The marriage of Joseph Mary Plunkett and Grace Gifford in Kilmainham Gaol is one of the best known stories of the Easter Rising.
Plunkett, a signatory of the Proclamation, was executed on May 4th, 1916, seven hours after he married Gifford who came from a well-to-do Protestant family in south Dublin.
The wedding now has a cachet far beyond those who are interested in Irish history because of the ballad "Grace", which has been covered by Rod Stewart among other artists.
There may be a compelling reason for the hasty marriage, according to a new documentary, Forgotten: Widows of the Irish Revolution to be broadcast on RTÉ on Thursday night.

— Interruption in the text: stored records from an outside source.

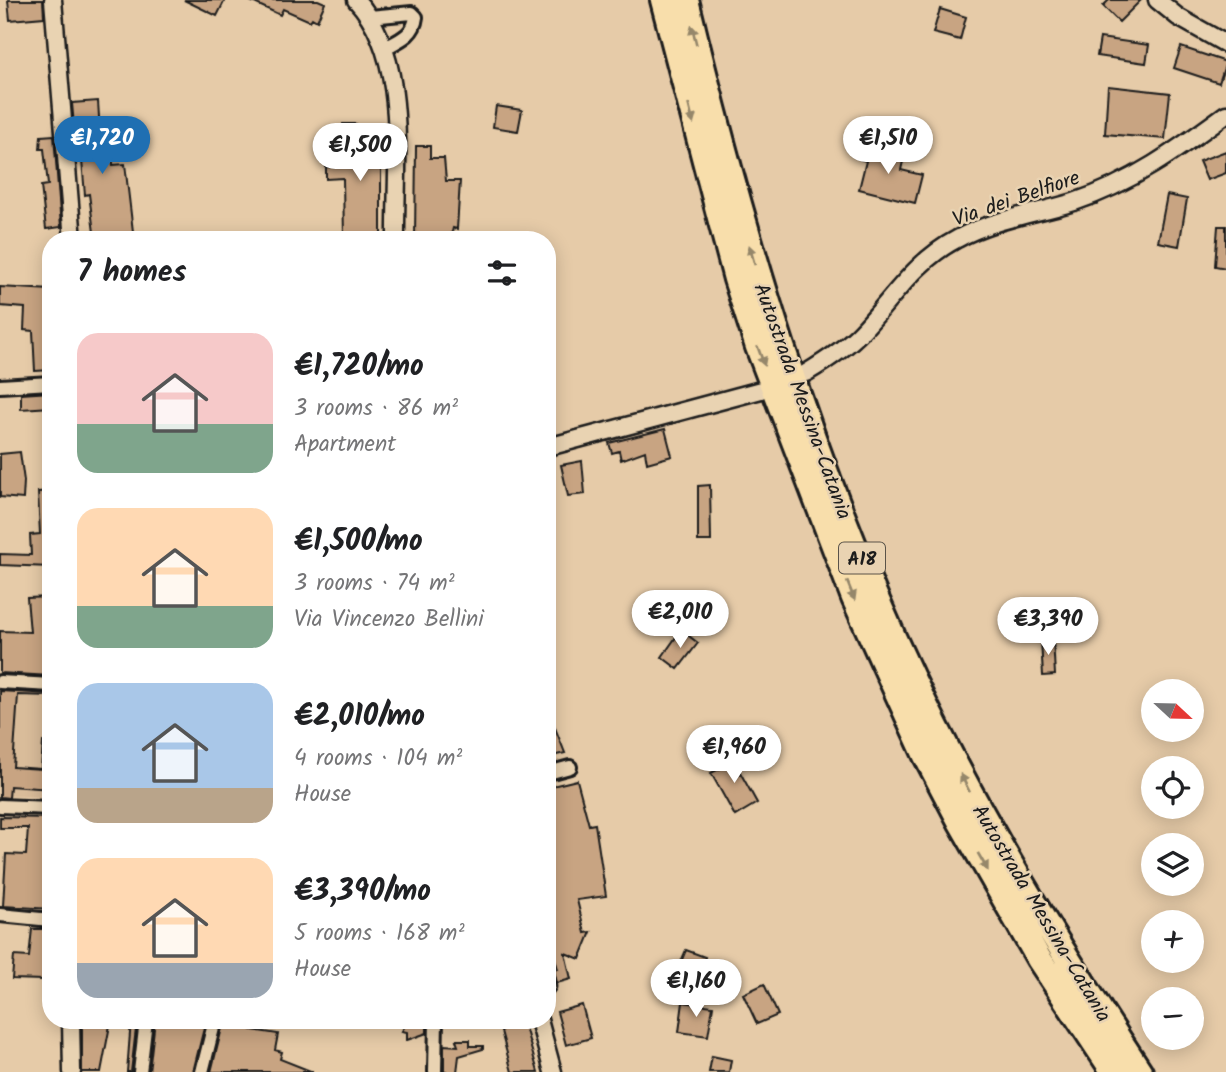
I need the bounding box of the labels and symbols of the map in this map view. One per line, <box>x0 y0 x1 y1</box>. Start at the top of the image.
one-way arrow <box>688 24 699 46</box>
one-way arrow <box>686 103 697 125</box>
pin: €1,720 <box>45 116 159 176</box>
pin: €1,510 <box>831 116 945 176</box>
pin: €1,500 <box>303 124 417 183</box>
street label: Via dei Belfiore <box>948 162 1085 237</box>
one-way arrow <box>746 244 756 265</box>
street label: Autostrada Messina-Catania <box>743 279 860 524</box>
one-way arrow <box>756 345 767 366</box>
road number: A18 <box>839 542 885 573</box>
one-way arrow <box>846 581 857 602</box>
pin: €2,010 <box>623 590 737 650</box>
pin: €3,390 <box>991 598 1105 657</box>
north arrow <box>1141 679 1204 742</box>
pin: €1,960 <box>677 726 791 785</box>
one-way arrow <box>960 773 972 793</box>
street label: Autostrada Messina-Catania <box>962 798 1119 1029</box>
one-way arrow <box>977 852 989 871</box>
pin: €1,160 <box>639 960 753 1019</box>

The documentary is presented by Lindsey Earner-Byrne, Professor of Irish Gender History at University College Cork.
She states that Gifford may have been pregnant when she married Plunkett. Evidence for this comes from Plunkett's sister, Geraldine Plunkett, who was adamant that Gifford had a miscarriage shortly after the Easter Rising.
Given that the couple had no time to consummate their marriage, it would have meant that she became pregnant out of wedlock, something which would have had consequences at the time.

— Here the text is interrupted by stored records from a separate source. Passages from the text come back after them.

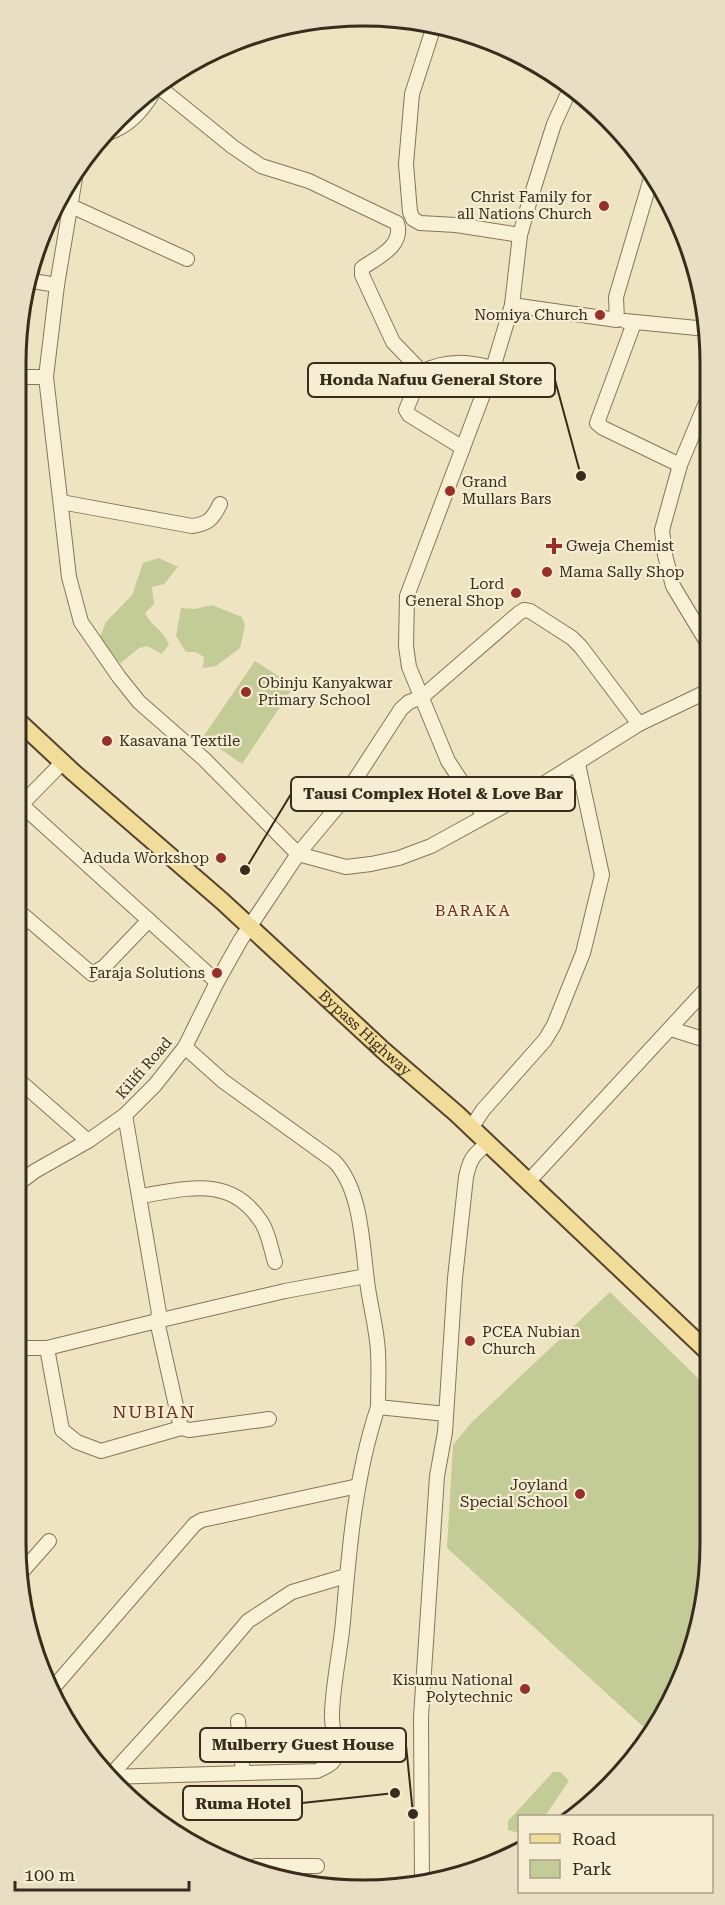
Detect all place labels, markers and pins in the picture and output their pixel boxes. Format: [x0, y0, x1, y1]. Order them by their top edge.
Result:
place label: Christ Family for all Nations Church [457, 188, 592, 223]
marker: Christ Family for all Nations Church [597, 199, 611, 213]
place label: Nomiya Church [474, 306, 588, 324]
marker: Nomiya Church [593, 308, 607, 322]
callout: Honda Nafuu General Store [308, 363, 555, 397]
place label: Grand Mullars Bars [462, 473, 551, 508]
marker: Grand Mullars Bars [443, 484, 457, 498]
place label: Gweja Chemist [566, 537, 675, 555]
marker: Gweja Chemist [547, 539, 561, 553]
place label: Mama Sally Shop [559, 563, 685, 581]
marker: Mama Sally Shop [540, 565, 554, 579]
place label: Lord General Shop [405, 575, 504, 610]
marker: Lord General Shop [509, 586, 523, 600]
place label: Obinju Kanyakwar Primary School [258, 674, 393, 709]
marker: Obinju Kanyakwar Primary School [239, 685, 253, 699]
place label: Kasavana Textile [119, 732, 240, 750]
marker: Kasavana Textile [100, 734, 114, 748]
callout: Tausi Complex Hotel & Love Bar [291, 777, 575, 811]
place label: Aduda Workshop [83, 849, 209, 867]
marker: Aduda Workshop [214, 851, 228, 865]
place label: Faraja Solutions [89, 964, 205, 982]
marker: Faraja Solutions [210, 966, 224, 980]
place label: PCEA Nubian Church [482, 1323, 580, 1358]
marker: PCEA Nubian Church [463, 1334, 477, 1348]
place label: Joyland Special School [460, 1476, 568, 1511]
marker: Joyland Special School [573, 1487, 587, 1501]
place label: Kisumu National Polytechnic [392, 1671, 513, 1706]
marker: Kisumu National Polytechnic [518, 1682, 532, 1696]
callout: Mulberry Guest House [200, 1728, 406, 1762]
callout: Ruma Hotel [183, 1786, 302, 1820]

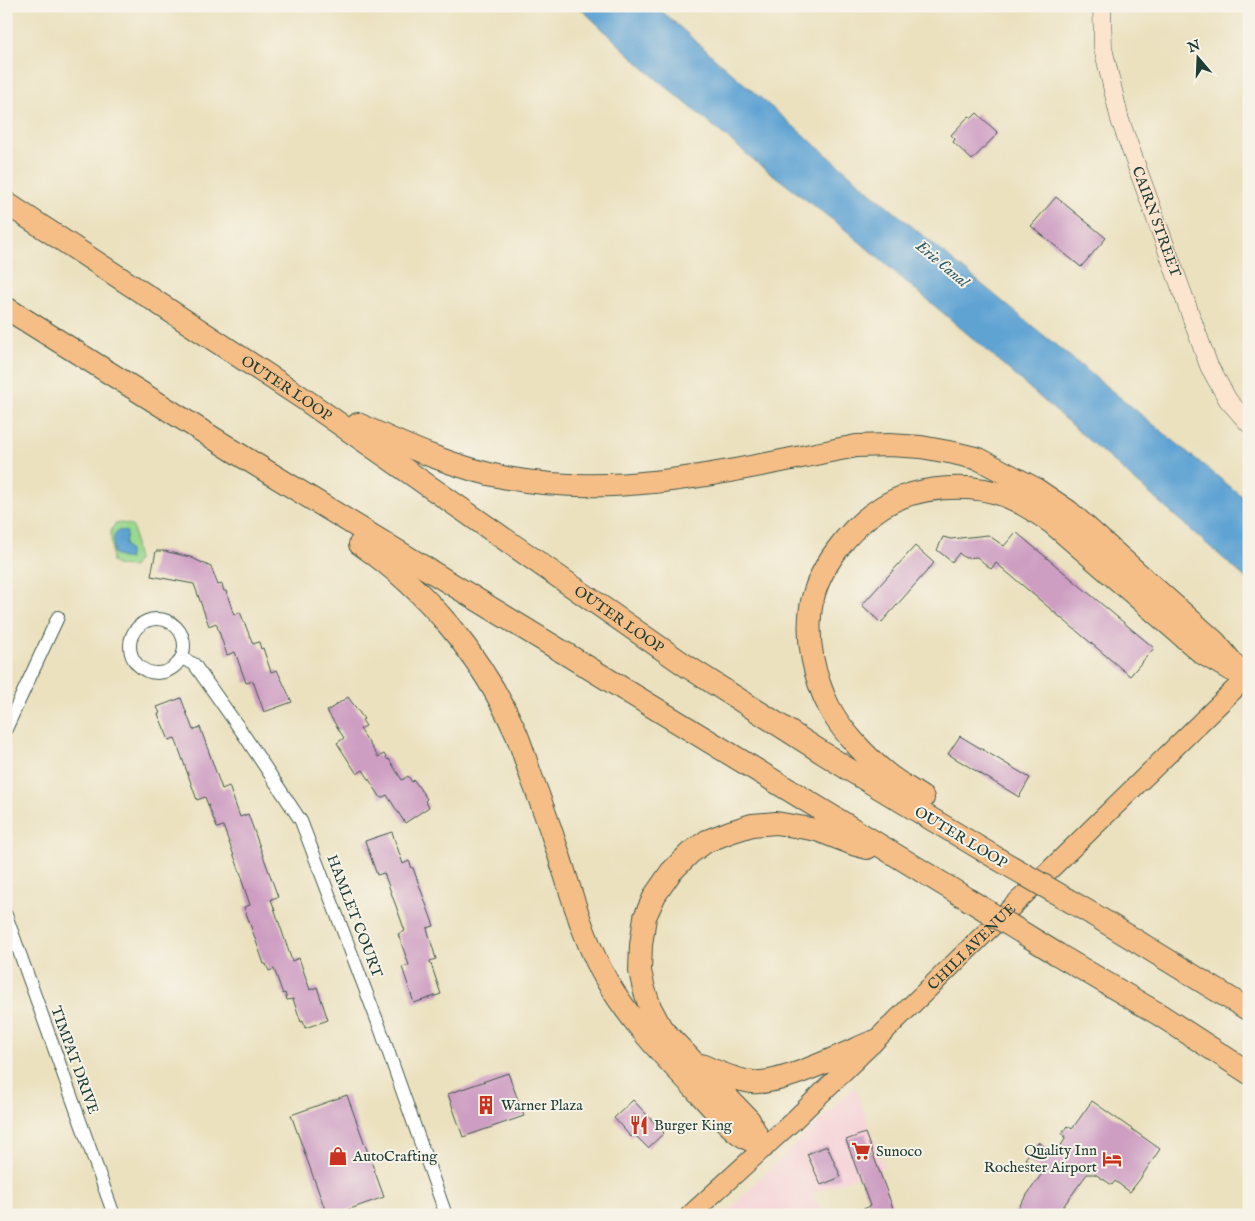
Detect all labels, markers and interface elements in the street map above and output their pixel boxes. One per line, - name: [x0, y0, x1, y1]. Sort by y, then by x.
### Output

“If it was true, it would have had significant implications for Grace’s moral standing in the community,” Prof Earner-Byrne will say in the documentary.
“It would have meant that the relationship was consummated before the wedding. It would also have meant that marriage had much greater significance for both of them. Unmarried women in those days were particularly vulnerable.”

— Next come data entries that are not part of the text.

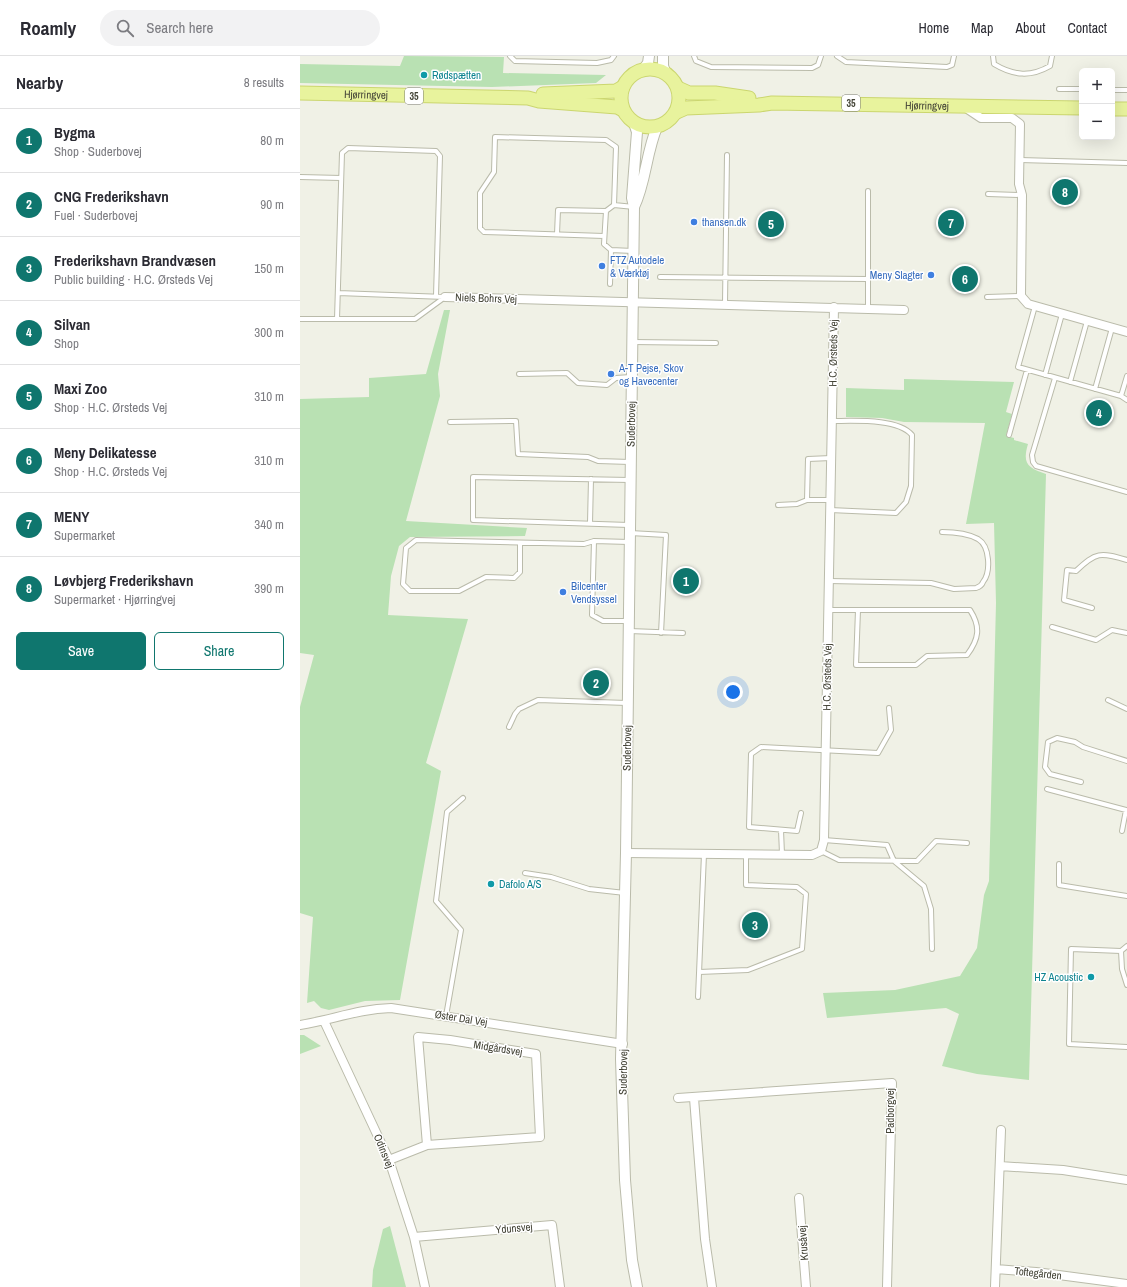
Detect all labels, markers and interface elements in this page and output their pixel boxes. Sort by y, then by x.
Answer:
search box [100,10,380,46]
text: Roamly [20,15,76,41]
icon: search [114,17,136,39]
text: Search here [146,17,213,38]
text: Home [918,19,949,37]
text: Map [971,19,993,37]
text: About [1015,19,1045,37]
text: Contact [1067,19,1107,37]
place label: Rødspætten [432,68,481,82]
map controls [1079,68,1115,140]
button: + [1079,68,1115,104]
marker: Rødspætten [419,70,429,80]
text: Nearby [16,71,63,94]
text: 8 results [244,74,284,91]
street label: Hjørringvej [344,87,388,102]
road number: 35 [405,88,423,104]
road number: 35 [842,95,860,111]
street label: Hjørringvej [905,98,949,113]
button: − [1079,104,1115,140]
text: Bygma [54,122,95,143]
text: 1 [26,132,32,149]
text: 80 m [260,132,284,149]
text: Shop · Suderbovej [54,143,142,160]
pin: 8 [1052,177,1078,207]
text: CNG Frederikshavn [54,186,169,207]
text: 2 [26,196,32,213]
text: 90 m [260,196,284,213]
text: Fuel · Suderbovej [54,207,138,224]
pin: 7 [938,208,964,238]
pin: 5 [758,209,784,239]
place label: thansen.dk [702,215,747,229]
marker: thansen.dk [689,217,699,227]
text: Frederikshavn Brandvæsen [54,250,216,271]
place label: FTZ Autodele & Værktøj [610,253,664,280]
text: 3 [26,260,32,277]
text: 150 m [254,260,284,277]
marker: FTZ Autodele & Værktøj [597,261,607,271]
pin: 6 [952,264,978,294]
place label: Meny Slagter [870,268,923,282]
marker: Meny Slagter [926,270,936,280]
text: Public building · H.C. Ørsteds Vej [54,271,213,288]
street label: Niels Bohrs Vej [455,290,517,306]
text: Silvan [54,314,90,335]
street label: H.C. Ørsteds Vej [825,319,841,387]
text: 4 [26,324,32,341]
text: 300 m [254,324,284,341]
text: Shop [54,335,79,352]
place label: A-T Pejse, Skov og Havecenter [618,361,684,388]
marker: A-T Pejse, Skov og Havecenter [606,369,616,379]
text: Maxi Zoo [54,378,107,399]
text: 5 [26,388,32,405]
text: 310 m [254,388,284,405]
pin: 4 [1086,398,1112,428]
text: Shop · H.C. Ørsteds Vej [54,399,167,416]
street label: Suderbovej [624,401,638,447]
text: Meny Delikatesse [54,442,157,463]
text: 6 [26,452,32,469]
text: 310 m [254,452,284,469]
text: Shop · H.C. Ørsteds Vej [54,463,167,480]
text: MENY [54,506,90,527]
text: 7 [26,516,32,533]
text: 340 m [254,516,284,533]
text: Supermarket [54,527,115,544]
pin: 1 [673,566,699,596]
text: Løvbjerg Frederikshavn [54,570,193,591]
place label: Bilcenter Vendsyssel [571,579,617,606]
text: 8 [26,580,32,597]
text: 390 m [254,580,284,597]
marker: Bilcenter Vendsyssel [558,587,568,597]
text: Supermarket · Hjørringvej [54,591,175,608]
button: Save [16,632,146,670]
button: Share [154,632,284,670]
street label: H.C. Ørsteds Vej [819,643,835,711]
pin: 2 [583,668,609,698]
your location [723,682,743,702]
street label: Suderbovej [620,725,634,771]
place label: Dafolo A/S [499,877,542,891]
marker: Dafolo A/S [486,879,496,889]
pin: 3 [742,910,768,940]
place label: HZ Acoustic [1034,970,1083,984]
marker: HZ Acoustic [1086,972,1096,982]
street label: Øster Dal Vej [434,1007,488,1029]
street label: Midgårdsvej [473,1037,523,1059]
street label: Suderbovej [616,1049,630,1095]
street label: Padborgvej [883,1088,897,1134]
street label: Odinsvej [371,1132,397,1170]
street label: Ydunsvej [495,1219,533,1237]
street label: Krusåvej [795,1225,811,1261]
street label: Toftegården [1014,1264,1062,1282]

Having a child out of wedlock would have meant being ostracised and alienated from family and society.
“A last-minute wedding in Kilmainham could have been a way for Grace to have avoided such a fate,” Prof Earner-Byrne will say.
Women of the Rising
Gifford’s sister Muriel married another Proclamation signatory, Thomas MacDonagh, also executed for his role in the Easter Rising.
She drowned a year after the Rising at Skerries during a family holiday, paid for via a fund to help the widows and families of those executed during the Rising. Her death left the couple's two children, Donagh and Barbara, as orphans. This was to have dire consequences for the family. The MacDonaghs were Catholic; the Giffords were Protestant.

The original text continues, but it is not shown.